If you are going to move, you are going to move whether the moving expense is a deduction on your tax return or not.  You’re not moving for the sake of a tax deduction.  So, the behavior of moving isn’t going to change whether it’s tax deductible or not.  However, people who think it’s deductible and are good at keeping records, will keep records that they’ll take to their tax preparer in 2019, only to be told “Oh, I’m sorry, this is one of the expenses that is no longer deductible”.  Disheartening, yes, but the fact that they kept the records and were simply told they can’t use this one, is not the end of the world.  There may be things that they aren’t keeping records for that are now deductible.  That is a much bigger issue for the majority of folks.  So, if you don’t know which tax rules have changed, and you don’t keep good records, how are you going to know, without becoming a tax expert yourself, what behavior you should modify this year?  The answer is simple.  Modify the behavior of not keeping good records!  Simple financial statements on everything you spend is good from a financial planning perspective, whether things are deductible or not.  Knowing how much money you have coming in, where it is going when it goes out, and in what category it falls into – business, leisure, house expenses – is important, but most folks don’t have a system for keeping good solid records on money in and money out of their household, unless they’re in business.  

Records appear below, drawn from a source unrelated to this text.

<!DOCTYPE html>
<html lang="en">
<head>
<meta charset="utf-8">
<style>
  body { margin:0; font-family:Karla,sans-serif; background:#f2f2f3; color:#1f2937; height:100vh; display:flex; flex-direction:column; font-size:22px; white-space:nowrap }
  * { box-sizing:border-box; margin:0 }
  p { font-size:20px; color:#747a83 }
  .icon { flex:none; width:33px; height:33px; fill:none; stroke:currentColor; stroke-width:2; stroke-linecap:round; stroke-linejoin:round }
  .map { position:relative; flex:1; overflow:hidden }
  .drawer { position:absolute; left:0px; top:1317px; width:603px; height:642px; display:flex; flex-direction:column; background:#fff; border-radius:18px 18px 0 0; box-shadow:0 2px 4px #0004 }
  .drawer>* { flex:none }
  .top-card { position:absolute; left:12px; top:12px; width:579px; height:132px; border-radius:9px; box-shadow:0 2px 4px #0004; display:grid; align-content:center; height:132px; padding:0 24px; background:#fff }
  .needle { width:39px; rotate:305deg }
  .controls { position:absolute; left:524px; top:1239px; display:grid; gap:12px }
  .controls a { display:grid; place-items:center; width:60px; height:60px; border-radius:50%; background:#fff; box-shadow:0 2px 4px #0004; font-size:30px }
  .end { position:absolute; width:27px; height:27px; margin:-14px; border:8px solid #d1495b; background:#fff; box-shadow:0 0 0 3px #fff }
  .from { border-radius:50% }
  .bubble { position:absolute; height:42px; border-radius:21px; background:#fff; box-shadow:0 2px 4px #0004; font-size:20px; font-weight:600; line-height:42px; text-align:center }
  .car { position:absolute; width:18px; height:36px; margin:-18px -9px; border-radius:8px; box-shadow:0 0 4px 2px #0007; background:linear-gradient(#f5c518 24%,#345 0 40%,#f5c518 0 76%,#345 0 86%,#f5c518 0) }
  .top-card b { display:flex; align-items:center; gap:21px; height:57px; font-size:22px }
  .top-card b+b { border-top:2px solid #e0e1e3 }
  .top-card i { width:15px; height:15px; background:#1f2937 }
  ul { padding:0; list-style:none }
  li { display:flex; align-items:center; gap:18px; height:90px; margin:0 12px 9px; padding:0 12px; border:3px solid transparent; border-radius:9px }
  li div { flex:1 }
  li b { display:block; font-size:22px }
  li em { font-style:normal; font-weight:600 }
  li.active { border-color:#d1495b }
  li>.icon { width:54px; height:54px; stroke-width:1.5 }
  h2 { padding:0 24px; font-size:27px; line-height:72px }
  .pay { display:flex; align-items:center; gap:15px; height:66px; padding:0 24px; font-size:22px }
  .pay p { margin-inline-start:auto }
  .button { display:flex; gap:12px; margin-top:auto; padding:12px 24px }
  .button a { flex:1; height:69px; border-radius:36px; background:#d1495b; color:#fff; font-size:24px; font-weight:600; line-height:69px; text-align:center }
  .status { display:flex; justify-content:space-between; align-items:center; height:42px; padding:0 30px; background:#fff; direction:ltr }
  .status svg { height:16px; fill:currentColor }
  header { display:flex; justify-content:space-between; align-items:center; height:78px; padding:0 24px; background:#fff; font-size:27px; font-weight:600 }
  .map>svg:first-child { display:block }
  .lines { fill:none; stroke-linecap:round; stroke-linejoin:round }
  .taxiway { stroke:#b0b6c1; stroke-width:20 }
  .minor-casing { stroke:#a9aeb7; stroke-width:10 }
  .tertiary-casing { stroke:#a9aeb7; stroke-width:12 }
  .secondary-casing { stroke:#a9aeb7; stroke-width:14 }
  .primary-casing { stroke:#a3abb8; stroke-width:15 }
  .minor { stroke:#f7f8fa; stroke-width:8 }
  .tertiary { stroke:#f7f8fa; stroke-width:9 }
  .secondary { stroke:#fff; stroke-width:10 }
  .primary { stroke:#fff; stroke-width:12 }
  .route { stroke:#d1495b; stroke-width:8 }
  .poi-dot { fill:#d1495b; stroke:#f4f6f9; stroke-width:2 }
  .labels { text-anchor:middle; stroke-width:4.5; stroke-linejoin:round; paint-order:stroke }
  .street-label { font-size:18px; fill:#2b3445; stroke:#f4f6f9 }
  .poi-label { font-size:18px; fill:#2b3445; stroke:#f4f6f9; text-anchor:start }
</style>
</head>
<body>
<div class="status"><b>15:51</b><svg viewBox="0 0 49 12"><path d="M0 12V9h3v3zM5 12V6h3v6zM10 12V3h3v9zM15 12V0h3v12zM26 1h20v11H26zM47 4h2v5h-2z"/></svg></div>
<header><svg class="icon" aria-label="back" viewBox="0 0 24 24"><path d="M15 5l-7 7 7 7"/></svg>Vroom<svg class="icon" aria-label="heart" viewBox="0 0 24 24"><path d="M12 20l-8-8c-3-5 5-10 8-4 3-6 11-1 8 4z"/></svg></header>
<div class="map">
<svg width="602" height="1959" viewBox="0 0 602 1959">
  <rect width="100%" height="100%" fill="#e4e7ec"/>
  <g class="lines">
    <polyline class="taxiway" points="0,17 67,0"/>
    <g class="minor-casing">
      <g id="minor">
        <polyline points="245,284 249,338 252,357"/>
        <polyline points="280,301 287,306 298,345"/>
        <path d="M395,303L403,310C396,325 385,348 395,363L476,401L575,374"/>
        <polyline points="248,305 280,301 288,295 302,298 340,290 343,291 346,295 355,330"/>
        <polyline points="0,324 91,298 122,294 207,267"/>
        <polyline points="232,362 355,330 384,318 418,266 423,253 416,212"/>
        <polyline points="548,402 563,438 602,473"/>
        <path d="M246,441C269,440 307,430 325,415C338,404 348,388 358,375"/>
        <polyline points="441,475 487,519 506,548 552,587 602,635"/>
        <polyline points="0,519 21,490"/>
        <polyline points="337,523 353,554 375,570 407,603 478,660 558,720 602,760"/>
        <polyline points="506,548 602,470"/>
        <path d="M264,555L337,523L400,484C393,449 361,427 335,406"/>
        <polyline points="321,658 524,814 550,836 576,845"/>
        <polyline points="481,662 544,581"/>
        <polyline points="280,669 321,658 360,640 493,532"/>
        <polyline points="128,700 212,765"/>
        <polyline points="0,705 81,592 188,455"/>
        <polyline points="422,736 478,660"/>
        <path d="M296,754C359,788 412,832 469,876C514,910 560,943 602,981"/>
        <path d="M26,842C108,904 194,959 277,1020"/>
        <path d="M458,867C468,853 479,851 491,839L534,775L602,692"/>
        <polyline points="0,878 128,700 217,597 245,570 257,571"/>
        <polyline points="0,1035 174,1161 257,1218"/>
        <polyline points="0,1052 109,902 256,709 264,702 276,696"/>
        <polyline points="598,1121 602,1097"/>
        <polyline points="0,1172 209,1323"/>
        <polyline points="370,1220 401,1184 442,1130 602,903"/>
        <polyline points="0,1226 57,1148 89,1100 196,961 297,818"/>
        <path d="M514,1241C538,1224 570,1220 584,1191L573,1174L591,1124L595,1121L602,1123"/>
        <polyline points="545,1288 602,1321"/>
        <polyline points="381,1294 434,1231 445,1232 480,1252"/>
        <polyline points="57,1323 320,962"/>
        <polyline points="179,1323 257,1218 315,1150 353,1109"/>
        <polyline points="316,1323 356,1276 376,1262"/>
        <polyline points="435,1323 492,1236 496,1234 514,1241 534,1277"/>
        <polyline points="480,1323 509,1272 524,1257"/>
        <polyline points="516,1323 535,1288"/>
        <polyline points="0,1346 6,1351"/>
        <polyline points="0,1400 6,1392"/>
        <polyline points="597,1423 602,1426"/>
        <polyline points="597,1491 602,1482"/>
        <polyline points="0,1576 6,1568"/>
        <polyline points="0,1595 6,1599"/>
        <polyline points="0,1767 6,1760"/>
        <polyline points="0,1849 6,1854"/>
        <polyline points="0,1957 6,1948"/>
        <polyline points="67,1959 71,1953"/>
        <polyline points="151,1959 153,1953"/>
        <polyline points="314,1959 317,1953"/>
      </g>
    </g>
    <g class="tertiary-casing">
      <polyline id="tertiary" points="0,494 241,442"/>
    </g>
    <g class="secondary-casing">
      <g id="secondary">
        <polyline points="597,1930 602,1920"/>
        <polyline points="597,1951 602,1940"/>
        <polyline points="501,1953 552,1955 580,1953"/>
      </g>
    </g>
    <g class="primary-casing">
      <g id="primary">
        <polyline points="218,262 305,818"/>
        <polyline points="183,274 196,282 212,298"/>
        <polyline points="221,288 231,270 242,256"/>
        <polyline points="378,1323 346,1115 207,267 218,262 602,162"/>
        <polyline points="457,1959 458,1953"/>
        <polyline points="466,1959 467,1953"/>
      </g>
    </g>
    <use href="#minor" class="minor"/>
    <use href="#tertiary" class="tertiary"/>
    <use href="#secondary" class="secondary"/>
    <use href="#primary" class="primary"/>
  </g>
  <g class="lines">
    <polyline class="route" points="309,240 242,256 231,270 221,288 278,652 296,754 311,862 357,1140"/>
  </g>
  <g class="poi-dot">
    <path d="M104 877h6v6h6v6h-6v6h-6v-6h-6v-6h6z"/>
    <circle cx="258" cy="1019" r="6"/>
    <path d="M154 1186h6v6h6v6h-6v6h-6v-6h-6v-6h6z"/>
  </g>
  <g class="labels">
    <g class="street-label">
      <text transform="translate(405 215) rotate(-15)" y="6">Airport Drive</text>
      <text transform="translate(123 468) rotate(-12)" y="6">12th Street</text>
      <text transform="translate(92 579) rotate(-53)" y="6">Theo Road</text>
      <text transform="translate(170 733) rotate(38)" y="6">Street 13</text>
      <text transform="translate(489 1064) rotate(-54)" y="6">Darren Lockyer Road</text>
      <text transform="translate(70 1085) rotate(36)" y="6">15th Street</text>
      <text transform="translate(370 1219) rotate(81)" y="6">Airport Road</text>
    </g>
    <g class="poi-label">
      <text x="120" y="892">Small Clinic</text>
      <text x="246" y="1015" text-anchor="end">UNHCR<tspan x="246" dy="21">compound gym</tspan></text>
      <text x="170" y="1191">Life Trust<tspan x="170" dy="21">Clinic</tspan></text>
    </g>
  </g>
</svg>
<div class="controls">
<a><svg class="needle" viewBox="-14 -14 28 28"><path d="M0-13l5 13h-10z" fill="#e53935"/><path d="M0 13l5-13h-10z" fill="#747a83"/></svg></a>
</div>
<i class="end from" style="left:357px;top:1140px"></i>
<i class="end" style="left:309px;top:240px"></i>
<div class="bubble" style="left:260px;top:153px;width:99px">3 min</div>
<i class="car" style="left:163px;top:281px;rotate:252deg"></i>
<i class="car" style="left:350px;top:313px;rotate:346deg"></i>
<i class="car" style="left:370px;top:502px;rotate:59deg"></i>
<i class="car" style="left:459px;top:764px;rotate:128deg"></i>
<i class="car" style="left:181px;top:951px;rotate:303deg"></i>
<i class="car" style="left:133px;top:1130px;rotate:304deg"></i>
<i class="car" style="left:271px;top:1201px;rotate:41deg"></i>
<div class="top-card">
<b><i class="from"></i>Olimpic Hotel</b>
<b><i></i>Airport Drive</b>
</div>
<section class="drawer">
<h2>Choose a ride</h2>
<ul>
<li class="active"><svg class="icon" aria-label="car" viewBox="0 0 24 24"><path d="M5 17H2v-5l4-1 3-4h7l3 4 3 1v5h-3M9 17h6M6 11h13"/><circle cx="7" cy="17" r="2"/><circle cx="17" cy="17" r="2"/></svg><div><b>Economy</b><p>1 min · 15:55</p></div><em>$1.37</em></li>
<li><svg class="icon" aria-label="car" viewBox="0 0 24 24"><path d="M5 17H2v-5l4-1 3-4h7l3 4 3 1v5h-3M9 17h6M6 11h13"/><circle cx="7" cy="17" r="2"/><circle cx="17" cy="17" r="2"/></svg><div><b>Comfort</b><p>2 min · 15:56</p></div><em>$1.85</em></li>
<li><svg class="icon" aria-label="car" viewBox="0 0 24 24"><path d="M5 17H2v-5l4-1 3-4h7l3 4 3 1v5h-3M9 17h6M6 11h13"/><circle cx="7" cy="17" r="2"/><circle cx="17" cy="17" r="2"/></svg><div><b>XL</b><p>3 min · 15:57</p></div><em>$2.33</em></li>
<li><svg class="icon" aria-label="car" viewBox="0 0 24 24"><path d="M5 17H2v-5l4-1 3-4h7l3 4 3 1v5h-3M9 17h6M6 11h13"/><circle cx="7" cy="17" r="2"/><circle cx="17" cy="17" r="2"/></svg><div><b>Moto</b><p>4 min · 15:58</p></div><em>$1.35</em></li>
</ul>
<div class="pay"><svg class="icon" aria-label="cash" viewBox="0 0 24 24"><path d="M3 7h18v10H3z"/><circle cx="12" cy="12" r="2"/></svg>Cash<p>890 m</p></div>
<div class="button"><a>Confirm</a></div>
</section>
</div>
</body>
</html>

Then, even with a business, many people keep sloppy records at best, some not at all.  If you want to understand the new tax code and how to take advantage of it, let’s just start with making a new promise to yourself for 2018, followed up with the actual behavior, of setting up a process for keeping track of all money in and all money out, by categories.  QuickBooks software, Excel spreadsheets, multiple apps for your phone or other device.  There are so many easy ways now to track money in and money out and to categorize them that just adjusting to that new behavior itself will be a huge step for the majority of folks that want to understand the new tax code.  Then at least when you go to your tax preparer in 2019, you can say, “Well, I spent this on heat and this on lights and this on dining out and this on car repairs and this on prescription drugs”.  They can then tell you what’s deductible and what’s not, but it’s better than going to your preparer with no idea of what you spent on so many things, because of the lack of any formal way of keeping track of your household cash flow.  

Want to fix your taxes in 2018?  

Want to understand the new tax code better?  

That will take time.  This year, make it a job to work on your own record-keeping process so that you’ll know exactly what you spent, and then your preparer will help guide you for 2019 and beyond about which records are important and which records are not.  Step one is have the records!